Your instructions:
Each line of the listing below that includes "linecap" must be copied.

Material provided:
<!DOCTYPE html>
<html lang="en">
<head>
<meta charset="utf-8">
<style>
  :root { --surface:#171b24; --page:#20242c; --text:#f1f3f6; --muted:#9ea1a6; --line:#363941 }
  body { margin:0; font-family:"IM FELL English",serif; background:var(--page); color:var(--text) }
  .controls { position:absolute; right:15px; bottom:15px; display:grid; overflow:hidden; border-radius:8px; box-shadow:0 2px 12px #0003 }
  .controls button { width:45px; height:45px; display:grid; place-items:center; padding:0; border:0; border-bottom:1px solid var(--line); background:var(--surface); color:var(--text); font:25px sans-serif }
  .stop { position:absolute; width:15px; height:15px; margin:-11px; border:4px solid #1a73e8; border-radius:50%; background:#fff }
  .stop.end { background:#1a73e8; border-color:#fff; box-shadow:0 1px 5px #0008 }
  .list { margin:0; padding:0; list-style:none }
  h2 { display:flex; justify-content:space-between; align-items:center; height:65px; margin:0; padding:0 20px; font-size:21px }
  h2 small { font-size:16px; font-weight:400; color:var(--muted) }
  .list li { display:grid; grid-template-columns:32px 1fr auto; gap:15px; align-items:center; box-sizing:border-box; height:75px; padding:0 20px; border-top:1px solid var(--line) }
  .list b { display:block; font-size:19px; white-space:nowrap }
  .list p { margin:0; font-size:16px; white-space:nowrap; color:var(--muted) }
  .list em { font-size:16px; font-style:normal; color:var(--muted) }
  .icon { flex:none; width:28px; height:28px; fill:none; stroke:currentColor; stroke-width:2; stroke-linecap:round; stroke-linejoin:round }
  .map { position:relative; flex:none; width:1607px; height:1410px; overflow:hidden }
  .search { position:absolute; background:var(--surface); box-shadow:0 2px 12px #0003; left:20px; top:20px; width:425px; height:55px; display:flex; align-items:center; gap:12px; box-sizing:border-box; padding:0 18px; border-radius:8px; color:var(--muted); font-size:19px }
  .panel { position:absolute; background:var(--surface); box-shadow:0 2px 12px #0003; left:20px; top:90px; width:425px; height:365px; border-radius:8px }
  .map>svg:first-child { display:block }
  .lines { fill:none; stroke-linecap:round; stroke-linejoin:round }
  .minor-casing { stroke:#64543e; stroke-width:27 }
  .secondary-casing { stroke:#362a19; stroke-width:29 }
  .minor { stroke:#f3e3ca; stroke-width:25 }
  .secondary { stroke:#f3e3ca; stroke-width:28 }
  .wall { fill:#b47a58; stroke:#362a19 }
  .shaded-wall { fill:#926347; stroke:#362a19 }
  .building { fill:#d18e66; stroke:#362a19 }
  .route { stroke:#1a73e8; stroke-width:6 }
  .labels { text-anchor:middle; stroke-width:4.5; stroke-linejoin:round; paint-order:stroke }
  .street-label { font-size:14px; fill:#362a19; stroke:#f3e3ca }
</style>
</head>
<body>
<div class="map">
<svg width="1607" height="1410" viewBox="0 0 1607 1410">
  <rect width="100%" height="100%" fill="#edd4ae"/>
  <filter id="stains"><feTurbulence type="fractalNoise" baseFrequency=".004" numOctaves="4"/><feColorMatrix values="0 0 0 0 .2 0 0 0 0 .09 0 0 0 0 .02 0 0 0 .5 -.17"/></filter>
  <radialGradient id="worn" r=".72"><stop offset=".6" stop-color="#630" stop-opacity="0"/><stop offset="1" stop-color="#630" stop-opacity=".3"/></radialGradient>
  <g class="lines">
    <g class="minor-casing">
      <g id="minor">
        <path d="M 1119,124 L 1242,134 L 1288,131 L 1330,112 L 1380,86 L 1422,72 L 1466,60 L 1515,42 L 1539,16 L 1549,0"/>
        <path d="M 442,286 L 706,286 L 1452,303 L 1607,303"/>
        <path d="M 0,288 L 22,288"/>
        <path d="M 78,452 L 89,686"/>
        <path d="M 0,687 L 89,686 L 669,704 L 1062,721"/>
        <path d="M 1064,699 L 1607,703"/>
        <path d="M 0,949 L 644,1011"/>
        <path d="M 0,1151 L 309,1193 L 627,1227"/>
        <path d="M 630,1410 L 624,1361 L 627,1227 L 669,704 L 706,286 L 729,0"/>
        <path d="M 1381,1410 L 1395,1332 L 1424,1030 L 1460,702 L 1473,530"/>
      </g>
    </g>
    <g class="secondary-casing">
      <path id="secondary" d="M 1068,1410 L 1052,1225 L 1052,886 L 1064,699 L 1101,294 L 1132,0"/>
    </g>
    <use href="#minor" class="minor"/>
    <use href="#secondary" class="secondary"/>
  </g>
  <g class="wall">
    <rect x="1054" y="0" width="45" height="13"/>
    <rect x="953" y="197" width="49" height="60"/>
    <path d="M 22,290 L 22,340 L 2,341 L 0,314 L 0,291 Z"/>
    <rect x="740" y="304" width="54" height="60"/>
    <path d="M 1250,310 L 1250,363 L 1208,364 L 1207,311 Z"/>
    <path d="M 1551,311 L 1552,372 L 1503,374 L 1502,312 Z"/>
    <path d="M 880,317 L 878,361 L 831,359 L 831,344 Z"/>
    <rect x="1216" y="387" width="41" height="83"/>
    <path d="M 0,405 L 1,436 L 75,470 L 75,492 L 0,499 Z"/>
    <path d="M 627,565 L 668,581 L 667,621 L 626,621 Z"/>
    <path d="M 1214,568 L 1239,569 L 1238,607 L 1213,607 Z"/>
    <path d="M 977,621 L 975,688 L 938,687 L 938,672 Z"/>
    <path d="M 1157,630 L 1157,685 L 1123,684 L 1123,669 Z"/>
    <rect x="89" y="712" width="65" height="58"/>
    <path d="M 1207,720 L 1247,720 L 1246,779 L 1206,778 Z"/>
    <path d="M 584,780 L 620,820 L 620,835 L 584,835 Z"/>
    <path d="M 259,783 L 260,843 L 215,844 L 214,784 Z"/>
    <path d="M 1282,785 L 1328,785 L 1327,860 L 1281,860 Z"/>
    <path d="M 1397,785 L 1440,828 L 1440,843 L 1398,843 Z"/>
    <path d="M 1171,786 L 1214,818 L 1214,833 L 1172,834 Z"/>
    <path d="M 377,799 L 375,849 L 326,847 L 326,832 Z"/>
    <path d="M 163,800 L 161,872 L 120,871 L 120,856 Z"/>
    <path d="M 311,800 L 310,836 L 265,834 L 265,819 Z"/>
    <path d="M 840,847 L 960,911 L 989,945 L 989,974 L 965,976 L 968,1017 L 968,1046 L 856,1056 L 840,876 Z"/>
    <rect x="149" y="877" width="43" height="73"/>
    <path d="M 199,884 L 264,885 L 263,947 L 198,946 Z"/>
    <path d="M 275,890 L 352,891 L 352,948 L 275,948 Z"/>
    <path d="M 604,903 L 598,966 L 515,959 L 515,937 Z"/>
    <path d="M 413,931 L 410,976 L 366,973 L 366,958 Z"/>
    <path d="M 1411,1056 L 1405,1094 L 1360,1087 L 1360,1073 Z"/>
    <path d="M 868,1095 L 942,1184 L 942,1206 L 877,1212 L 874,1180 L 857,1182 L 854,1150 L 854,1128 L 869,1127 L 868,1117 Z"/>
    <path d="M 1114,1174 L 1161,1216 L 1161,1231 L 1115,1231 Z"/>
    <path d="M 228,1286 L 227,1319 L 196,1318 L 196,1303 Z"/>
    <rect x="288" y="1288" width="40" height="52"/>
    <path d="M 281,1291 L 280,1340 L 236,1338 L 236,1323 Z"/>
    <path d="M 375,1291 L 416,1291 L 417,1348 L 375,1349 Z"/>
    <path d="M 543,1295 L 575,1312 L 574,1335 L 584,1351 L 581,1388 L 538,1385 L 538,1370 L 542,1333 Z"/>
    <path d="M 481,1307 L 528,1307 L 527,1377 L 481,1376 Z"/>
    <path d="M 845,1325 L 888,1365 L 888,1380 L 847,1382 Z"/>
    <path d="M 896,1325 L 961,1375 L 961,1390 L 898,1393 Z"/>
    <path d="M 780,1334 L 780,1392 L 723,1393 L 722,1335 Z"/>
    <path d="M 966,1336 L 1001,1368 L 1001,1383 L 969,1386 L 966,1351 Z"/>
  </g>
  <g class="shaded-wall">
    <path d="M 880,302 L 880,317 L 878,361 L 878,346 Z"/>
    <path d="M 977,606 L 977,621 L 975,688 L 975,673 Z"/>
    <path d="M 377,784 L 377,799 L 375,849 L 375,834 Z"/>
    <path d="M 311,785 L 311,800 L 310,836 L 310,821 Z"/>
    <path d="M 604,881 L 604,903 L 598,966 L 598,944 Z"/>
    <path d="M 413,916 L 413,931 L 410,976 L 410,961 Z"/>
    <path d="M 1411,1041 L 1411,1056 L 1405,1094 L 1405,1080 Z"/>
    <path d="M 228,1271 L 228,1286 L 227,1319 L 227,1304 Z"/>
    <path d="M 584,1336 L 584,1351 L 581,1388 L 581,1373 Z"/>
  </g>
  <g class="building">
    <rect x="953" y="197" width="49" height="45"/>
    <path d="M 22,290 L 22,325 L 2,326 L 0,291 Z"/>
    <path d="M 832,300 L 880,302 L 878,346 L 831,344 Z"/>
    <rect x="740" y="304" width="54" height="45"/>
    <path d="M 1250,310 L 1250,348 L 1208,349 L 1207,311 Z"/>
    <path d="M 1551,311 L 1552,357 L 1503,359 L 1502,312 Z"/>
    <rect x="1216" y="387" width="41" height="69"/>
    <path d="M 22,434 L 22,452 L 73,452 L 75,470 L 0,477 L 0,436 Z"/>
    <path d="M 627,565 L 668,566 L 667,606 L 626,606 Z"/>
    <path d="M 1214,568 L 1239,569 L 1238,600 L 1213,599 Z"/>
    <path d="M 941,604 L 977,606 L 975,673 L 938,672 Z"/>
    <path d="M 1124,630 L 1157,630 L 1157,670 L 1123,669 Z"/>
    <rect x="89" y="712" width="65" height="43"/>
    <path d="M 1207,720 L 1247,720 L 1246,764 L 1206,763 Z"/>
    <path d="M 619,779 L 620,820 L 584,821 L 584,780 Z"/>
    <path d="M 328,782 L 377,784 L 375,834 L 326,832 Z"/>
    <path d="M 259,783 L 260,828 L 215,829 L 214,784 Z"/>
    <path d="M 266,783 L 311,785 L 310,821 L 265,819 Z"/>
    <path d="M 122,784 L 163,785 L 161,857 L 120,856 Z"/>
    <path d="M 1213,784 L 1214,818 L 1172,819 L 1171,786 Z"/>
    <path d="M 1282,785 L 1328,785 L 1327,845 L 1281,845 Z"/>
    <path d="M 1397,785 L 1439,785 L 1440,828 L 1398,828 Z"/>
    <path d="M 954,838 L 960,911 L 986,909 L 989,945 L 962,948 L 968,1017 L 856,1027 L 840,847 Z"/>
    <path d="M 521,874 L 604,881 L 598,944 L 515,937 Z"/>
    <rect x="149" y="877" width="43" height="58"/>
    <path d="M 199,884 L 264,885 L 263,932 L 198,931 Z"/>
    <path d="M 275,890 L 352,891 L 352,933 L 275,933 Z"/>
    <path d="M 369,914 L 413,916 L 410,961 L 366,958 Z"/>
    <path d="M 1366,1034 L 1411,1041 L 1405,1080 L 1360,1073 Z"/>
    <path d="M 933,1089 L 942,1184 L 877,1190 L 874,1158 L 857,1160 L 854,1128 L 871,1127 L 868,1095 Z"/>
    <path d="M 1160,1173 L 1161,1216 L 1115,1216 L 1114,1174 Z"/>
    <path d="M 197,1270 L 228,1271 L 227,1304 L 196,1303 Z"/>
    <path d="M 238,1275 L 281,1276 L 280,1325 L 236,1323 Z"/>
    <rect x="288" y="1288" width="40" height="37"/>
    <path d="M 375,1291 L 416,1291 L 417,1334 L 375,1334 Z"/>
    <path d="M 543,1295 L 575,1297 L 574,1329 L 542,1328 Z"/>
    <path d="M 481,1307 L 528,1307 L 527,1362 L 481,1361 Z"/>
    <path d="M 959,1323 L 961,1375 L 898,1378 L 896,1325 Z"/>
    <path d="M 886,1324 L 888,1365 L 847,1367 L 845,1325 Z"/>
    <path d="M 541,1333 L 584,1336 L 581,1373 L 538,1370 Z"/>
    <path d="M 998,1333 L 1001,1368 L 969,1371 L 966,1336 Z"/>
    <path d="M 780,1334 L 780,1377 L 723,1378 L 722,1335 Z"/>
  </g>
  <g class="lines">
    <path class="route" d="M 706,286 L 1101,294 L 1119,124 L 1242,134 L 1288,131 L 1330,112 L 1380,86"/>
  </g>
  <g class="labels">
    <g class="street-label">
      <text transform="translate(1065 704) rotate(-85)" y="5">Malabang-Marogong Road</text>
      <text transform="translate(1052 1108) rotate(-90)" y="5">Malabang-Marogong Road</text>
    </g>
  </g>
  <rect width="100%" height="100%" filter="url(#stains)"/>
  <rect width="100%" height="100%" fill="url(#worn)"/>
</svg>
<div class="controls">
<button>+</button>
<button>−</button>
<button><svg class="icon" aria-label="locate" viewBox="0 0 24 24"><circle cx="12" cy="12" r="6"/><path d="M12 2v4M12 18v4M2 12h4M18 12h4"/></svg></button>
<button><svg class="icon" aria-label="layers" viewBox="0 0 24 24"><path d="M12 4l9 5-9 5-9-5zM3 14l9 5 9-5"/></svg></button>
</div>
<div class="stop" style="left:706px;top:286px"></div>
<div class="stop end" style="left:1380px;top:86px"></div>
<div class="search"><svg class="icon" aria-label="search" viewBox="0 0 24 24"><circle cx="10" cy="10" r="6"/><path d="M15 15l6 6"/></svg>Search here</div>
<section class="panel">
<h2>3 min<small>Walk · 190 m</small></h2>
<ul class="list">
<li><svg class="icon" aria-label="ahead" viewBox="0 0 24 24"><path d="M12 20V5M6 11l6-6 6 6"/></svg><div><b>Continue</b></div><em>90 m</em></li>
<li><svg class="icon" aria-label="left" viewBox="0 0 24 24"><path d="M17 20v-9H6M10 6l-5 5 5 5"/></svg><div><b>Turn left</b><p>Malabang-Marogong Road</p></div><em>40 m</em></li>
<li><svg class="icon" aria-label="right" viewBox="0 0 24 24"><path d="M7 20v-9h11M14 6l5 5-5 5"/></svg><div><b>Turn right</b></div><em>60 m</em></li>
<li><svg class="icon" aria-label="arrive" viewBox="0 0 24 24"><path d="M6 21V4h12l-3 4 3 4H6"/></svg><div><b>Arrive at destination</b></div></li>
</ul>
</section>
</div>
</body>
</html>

Exercise output:
  .icon { flex:none; width:28px; height:28px; fill:none; stroke:currentColor; stroke-width:2; stroke-linecap:round; stroke-linejoin:round }
  .lines { fill:none; stroke-linecap:round; stroke-linejoin:round }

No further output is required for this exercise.